▸ TASK OBJECTIVE:
What lines in the entries hold the string "html"? List them.
━━━━━━
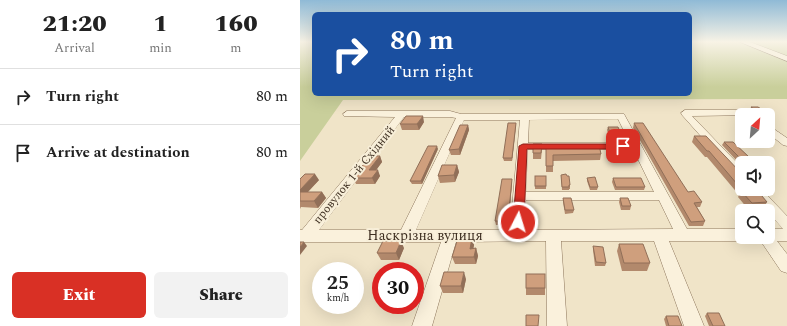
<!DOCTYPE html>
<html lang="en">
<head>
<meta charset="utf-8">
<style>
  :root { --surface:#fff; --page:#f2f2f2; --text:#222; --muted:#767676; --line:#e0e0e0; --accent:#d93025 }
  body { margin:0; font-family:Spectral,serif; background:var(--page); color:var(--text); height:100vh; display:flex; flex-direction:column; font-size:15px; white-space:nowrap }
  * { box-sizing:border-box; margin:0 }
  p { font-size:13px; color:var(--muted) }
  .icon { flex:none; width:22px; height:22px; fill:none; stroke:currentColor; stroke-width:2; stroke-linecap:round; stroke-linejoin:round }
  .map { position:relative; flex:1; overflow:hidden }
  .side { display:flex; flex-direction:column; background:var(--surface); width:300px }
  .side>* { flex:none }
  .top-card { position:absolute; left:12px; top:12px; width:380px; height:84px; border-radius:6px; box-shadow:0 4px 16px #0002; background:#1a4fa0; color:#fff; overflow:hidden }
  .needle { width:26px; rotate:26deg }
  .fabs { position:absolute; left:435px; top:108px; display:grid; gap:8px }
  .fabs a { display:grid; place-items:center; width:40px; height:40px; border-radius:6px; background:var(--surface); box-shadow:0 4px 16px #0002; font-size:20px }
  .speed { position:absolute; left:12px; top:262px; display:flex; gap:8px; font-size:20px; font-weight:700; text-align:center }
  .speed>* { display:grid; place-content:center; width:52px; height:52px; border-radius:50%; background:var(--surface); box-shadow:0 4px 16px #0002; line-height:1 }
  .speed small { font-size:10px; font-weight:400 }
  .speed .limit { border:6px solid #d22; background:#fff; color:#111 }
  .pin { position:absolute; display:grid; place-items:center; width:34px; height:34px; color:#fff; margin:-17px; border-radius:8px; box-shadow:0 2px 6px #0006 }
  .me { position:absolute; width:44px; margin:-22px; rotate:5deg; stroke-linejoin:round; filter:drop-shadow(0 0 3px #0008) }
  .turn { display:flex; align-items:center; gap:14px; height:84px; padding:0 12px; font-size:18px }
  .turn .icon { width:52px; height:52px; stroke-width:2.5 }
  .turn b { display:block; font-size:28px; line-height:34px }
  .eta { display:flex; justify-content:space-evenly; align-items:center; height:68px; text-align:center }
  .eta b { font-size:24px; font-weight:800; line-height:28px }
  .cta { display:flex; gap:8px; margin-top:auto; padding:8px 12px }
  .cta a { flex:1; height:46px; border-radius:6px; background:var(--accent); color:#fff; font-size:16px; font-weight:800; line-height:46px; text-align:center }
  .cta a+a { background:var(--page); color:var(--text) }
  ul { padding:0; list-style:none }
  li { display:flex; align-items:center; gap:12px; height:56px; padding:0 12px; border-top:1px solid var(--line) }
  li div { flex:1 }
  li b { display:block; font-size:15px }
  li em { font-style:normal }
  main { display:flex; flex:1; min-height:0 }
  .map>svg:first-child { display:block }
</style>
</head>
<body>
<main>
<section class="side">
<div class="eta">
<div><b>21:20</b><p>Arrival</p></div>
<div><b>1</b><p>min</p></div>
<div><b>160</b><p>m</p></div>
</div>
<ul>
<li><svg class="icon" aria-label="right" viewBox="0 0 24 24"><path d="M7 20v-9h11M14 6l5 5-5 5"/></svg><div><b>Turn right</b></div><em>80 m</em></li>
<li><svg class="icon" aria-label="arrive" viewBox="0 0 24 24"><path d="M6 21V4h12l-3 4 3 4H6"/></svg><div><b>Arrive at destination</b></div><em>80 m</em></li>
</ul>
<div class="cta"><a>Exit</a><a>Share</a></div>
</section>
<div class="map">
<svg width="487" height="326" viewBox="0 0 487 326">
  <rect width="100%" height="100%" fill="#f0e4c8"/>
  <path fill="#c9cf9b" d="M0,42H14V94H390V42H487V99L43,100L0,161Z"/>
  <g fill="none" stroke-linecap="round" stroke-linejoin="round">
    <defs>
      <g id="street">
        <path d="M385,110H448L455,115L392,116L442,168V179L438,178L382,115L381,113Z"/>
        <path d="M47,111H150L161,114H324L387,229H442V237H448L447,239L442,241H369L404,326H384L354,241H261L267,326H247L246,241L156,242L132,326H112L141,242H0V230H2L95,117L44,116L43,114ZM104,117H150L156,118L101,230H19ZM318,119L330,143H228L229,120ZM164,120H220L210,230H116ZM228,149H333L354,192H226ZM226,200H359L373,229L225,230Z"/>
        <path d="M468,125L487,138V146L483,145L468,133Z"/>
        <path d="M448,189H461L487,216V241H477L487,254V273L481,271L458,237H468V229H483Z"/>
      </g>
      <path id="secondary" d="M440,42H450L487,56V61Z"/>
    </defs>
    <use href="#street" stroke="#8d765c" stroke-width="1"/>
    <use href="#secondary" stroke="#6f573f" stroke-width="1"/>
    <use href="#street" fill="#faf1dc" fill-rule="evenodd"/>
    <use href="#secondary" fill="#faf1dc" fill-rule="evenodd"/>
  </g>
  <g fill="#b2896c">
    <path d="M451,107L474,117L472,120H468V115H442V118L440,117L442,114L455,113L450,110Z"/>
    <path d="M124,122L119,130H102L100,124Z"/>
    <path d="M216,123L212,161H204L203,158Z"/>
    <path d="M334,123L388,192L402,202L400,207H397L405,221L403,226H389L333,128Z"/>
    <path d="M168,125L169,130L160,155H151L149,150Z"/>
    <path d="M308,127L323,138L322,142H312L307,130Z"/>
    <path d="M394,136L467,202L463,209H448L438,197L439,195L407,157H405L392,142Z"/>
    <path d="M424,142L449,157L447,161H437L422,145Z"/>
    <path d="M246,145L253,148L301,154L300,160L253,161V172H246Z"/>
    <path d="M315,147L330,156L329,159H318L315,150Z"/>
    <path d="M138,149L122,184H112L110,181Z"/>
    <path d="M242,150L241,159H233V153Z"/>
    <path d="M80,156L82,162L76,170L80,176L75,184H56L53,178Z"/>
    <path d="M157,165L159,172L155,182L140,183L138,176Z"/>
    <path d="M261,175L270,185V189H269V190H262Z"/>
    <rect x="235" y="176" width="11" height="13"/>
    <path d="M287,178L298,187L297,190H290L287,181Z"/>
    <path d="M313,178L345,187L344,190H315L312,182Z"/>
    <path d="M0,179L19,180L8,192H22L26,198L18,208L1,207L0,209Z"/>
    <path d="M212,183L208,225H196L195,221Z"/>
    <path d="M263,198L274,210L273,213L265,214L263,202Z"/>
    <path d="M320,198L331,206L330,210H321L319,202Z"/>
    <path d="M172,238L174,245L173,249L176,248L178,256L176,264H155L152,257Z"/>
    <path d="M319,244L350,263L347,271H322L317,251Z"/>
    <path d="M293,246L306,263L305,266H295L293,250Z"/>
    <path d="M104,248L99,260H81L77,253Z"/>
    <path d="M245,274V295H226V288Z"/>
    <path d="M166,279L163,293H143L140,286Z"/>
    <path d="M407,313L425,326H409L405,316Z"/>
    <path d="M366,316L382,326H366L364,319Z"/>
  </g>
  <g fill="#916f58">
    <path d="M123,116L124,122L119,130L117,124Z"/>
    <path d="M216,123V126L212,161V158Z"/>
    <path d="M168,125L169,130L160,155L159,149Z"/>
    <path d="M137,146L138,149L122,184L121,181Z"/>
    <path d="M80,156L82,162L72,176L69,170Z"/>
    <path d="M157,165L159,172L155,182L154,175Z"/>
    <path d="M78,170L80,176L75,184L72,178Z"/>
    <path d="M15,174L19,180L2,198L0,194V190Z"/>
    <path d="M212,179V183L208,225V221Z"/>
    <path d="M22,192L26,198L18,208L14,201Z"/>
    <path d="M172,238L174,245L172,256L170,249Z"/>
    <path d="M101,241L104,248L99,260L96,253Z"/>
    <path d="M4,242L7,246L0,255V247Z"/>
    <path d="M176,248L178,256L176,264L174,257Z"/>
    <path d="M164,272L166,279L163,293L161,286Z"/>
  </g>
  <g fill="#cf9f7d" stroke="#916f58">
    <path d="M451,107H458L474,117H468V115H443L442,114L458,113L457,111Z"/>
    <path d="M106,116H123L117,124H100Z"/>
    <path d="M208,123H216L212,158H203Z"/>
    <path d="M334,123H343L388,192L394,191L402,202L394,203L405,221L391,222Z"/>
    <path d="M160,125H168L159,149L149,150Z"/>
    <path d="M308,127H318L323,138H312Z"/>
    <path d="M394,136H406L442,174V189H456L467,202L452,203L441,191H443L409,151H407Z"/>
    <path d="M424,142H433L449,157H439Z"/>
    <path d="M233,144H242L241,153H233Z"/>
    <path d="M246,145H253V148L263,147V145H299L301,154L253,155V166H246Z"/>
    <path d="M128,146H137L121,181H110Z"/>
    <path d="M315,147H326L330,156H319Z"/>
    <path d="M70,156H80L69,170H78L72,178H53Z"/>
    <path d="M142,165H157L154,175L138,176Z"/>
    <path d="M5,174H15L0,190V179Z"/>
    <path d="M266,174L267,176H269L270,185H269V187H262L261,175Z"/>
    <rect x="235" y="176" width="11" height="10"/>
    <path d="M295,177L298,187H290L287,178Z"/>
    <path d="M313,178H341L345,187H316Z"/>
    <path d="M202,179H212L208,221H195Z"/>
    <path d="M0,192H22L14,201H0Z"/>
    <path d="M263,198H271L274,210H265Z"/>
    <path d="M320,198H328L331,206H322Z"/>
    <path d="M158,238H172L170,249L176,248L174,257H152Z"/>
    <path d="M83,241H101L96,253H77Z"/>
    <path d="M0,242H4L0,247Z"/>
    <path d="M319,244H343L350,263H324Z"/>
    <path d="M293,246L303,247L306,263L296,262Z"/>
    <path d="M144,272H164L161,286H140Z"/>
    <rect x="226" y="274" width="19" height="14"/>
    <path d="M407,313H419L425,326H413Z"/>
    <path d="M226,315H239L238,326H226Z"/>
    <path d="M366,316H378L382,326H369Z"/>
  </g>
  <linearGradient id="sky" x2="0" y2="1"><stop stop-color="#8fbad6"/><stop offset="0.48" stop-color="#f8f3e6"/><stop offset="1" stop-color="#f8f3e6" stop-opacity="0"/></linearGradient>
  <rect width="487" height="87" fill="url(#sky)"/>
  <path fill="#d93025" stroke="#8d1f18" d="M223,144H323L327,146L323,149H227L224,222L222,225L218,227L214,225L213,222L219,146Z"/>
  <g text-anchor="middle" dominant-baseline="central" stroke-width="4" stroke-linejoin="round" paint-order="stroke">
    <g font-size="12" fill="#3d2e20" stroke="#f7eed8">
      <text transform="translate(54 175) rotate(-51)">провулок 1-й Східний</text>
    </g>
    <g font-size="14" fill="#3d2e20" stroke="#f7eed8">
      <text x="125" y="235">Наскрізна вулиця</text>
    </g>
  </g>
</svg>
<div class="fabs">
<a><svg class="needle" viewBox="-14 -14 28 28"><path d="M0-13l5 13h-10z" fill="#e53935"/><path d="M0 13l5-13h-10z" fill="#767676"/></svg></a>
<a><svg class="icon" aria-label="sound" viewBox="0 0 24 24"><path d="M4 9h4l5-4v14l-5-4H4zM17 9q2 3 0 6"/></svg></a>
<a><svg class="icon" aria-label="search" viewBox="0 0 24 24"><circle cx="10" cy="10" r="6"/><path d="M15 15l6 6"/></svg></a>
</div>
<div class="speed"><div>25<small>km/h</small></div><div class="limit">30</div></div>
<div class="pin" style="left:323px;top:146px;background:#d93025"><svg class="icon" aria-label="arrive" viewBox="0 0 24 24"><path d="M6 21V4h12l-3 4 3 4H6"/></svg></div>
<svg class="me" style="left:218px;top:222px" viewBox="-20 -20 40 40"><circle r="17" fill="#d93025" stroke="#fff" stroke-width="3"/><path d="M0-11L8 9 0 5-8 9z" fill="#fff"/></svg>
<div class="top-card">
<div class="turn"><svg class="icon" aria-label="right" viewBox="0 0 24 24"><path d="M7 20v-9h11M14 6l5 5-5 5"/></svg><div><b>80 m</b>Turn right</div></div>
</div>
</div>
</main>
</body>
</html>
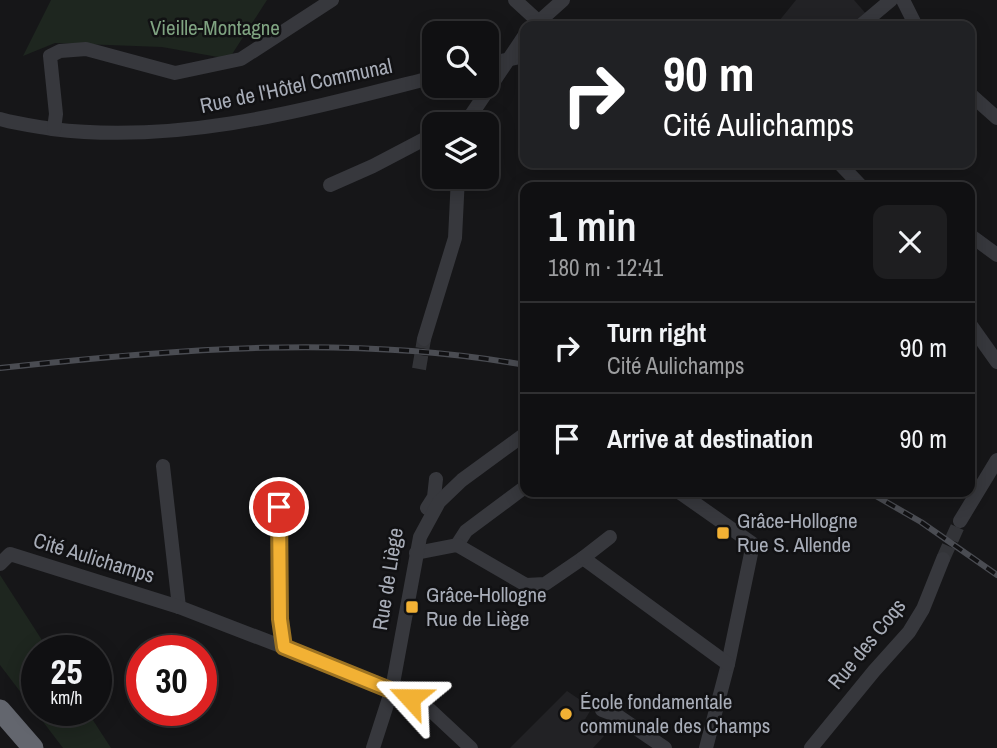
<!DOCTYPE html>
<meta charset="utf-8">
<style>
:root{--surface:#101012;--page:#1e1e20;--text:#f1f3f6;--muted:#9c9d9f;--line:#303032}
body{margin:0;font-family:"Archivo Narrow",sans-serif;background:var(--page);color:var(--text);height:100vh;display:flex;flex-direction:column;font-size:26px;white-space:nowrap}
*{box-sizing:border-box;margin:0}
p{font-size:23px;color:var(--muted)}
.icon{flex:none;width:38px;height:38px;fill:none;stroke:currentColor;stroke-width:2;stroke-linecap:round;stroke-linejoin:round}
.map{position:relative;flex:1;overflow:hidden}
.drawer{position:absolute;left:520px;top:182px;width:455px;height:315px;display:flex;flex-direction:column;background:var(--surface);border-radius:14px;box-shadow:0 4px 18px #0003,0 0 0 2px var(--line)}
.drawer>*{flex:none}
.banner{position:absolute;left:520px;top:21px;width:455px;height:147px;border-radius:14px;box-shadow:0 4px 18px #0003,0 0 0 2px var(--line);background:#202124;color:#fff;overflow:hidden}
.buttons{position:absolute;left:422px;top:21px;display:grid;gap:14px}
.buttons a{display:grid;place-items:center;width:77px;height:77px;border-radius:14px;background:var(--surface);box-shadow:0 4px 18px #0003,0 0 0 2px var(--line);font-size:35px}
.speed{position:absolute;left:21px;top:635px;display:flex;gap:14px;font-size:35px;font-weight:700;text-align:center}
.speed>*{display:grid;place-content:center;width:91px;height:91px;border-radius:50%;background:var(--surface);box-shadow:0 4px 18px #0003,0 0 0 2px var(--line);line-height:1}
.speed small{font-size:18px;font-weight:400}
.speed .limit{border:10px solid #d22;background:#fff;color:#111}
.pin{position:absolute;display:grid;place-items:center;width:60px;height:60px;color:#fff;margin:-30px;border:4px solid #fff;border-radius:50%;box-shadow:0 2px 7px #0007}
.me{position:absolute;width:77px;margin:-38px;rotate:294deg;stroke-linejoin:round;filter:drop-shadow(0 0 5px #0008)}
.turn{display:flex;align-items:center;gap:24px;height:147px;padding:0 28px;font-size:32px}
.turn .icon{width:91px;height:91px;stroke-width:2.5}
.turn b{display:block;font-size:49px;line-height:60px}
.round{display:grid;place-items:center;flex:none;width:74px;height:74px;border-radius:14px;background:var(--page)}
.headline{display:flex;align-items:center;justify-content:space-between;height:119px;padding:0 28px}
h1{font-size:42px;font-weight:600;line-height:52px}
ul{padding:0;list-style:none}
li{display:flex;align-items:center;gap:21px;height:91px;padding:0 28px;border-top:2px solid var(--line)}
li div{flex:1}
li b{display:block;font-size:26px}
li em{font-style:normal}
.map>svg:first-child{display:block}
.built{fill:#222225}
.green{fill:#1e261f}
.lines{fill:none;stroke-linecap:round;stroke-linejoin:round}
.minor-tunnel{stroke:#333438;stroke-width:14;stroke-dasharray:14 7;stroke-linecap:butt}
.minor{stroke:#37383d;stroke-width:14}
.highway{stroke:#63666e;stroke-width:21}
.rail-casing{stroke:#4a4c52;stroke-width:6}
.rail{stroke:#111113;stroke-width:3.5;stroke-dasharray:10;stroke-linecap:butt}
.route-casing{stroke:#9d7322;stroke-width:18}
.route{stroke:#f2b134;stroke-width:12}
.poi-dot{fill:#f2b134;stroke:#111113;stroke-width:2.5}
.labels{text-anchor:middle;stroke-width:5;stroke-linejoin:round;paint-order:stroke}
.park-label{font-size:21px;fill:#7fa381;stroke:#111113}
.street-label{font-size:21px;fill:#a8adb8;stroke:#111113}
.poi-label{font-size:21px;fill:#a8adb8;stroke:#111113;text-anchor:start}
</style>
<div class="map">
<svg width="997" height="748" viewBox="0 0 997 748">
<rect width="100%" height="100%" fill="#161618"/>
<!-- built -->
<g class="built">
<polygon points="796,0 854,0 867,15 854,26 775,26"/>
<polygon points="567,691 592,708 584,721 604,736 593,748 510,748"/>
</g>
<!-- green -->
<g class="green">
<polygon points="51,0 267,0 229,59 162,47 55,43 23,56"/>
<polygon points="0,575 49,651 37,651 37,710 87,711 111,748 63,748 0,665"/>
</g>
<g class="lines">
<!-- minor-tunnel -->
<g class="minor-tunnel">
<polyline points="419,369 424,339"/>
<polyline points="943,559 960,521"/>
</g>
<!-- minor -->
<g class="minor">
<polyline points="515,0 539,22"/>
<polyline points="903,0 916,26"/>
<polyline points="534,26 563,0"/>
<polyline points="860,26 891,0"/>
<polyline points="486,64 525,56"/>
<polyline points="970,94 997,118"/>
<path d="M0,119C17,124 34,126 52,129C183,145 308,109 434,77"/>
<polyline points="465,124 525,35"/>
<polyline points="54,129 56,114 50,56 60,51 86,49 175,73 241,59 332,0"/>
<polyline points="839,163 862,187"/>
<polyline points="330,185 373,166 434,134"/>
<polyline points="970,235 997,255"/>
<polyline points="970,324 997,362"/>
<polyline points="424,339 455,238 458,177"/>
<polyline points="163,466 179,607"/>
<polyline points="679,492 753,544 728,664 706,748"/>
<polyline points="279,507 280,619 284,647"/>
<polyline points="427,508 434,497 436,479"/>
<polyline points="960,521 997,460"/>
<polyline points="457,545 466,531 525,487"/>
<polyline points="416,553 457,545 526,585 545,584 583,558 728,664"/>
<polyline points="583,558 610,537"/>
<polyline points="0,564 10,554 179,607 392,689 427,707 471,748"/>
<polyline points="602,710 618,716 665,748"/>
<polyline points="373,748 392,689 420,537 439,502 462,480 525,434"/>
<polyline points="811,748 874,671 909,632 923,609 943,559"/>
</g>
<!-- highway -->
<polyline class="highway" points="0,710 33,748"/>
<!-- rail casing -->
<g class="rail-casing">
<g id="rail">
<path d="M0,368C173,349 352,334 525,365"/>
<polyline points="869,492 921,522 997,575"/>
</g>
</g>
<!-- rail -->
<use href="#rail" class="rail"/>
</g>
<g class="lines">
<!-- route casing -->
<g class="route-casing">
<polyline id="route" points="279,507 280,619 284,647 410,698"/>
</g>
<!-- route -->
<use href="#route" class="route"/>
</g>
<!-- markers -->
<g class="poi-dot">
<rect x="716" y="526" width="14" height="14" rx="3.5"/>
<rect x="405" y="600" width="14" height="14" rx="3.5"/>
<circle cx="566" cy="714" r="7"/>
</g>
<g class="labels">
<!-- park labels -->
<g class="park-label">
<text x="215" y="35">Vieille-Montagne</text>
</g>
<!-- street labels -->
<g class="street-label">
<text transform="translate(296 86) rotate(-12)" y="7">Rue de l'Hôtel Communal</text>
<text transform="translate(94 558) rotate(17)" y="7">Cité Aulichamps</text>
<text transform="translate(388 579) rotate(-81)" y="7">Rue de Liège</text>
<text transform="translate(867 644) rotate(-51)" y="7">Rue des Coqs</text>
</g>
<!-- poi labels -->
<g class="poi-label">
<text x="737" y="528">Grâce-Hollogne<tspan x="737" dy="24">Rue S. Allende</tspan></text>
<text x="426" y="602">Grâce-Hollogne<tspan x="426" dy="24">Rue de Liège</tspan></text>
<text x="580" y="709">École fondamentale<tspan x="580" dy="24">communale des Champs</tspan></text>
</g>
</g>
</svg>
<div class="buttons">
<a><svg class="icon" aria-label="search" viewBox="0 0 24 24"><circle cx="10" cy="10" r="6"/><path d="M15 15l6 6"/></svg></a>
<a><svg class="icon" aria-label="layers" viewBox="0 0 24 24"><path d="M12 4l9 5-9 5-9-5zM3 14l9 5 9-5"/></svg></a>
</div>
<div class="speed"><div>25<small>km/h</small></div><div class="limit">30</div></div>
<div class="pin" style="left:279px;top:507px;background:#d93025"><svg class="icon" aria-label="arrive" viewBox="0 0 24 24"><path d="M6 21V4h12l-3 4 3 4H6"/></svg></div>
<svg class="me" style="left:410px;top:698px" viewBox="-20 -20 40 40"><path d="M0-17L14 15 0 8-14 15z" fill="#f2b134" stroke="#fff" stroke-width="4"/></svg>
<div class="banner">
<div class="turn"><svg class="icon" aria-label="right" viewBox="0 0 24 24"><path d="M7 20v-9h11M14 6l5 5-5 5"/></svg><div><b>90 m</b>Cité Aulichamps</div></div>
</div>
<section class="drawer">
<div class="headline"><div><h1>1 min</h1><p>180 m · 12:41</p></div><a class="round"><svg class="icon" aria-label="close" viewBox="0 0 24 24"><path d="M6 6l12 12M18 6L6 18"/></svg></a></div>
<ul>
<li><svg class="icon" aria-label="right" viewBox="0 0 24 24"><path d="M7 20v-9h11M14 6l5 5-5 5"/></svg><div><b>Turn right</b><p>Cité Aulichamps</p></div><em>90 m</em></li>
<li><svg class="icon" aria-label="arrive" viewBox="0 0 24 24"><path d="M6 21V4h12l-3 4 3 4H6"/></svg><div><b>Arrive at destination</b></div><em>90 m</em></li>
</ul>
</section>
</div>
━━━━━━
▸ YOUR RESPONSE:
<!DOCTYPE html>
<html lang="en">
</html>
<!DOCTYPE html>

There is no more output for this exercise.